▸ What needs to be done: An exact copy of every record is required.

───── Provided data ─────

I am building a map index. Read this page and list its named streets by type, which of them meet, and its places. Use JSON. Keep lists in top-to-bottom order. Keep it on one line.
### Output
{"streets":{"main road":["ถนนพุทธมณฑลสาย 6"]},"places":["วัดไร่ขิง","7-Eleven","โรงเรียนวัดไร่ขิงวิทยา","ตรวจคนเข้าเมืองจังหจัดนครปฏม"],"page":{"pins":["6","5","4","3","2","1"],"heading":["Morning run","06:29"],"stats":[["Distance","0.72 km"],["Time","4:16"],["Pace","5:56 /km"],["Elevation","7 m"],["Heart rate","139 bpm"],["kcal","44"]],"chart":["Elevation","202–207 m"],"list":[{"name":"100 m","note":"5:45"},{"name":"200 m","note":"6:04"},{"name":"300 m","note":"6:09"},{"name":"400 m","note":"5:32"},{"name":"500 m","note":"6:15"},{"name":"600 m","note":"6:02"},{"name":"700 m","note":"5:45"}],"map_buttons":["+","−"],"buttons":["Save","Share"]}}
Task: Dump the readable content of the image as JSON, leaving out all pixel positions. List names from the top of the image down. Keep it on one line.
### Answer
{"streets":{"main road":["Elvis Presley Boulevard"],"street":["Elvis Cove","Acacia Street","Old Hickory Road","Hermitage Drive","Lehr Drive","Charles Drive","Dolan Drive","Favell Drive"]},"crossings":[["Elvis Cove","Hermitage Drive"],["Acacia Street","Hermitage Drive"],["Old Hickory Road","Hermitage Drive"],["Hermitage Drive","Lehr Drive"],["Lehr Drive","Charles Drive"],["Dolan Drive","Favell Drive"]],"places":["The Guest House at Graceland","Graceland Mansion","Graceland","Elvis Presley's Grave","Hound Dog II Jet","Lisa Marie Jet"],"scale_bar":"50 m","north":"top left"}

─────

▸ Task answer:
I am building a map index. Read this page and list its named streets by type, which of them meet, and its places. Use JSON. Keep lists in top-to-bottom order. Keep it on one line.
### Output
{"streets":{"main road":["ถนนพุทธมณฑลสาย 6"]},"places":["วัดไร่ขิง","7-Eleven","โรงเรียนวัดไร่ขิงวิทยา","ตรวจคนเข้าเมืองจังหจัดนครปฏม"],"page":{"pins":["6","5","4","3","2","1"],"heading":["Morning run","06:29"],"stats":[["Distance","0.72 km"],["Time","4:16"],["Pace","5:56 /km"],["Elevation","7 m"],["Heart rate","139 bpm"],["kcal","44"]],"chart":["Elevation","202–207 m"],"list":[{"name":"100 m","note":"5:45"},{"name":"200 m","note":"6:04"},{"name":"300 m","note":"6:09"},{"name":"400 m","note":"5:32"},{"name":"500 m","note":"6:15"},{"name":"600 m","note":"6:02"},{"name":"700 m","note":"5:45"}],"map_buttons":["+","−"],"buttons":["Save","Share"]}}
Task: Dump the readable content of the image as JSON, leaving out all pixel positions. List names from the top of the image down. Keep it on one line.
### Answer
{"streets":{"main road":["Elvis Presley Boulevard"],"street":["Elvis Cove","Acacia Street","Old Hickory Road","Hermitage Drive","Lehr Drive","Charles Drive","Dolan Drive","Favell Drive"]},"crossings":[["Elvis Cove","Hermitage Drive"],["Acacia Street","Hermitage Drive"],["Old Hickory Road","Hermitage Drive"],["Hermitage Drive","Lehr Drive"],["Lehr Drive","Charles Drive"],["Dolan Drive","Favell Drive"]],"places":["The Guest House at Graceland","Graceland Mansion","Graceland","Elvis Presley's Grave","Hound Dog II Jet","Lisa Marie Jet"],"scale_bar":"50 m","north":"top left"}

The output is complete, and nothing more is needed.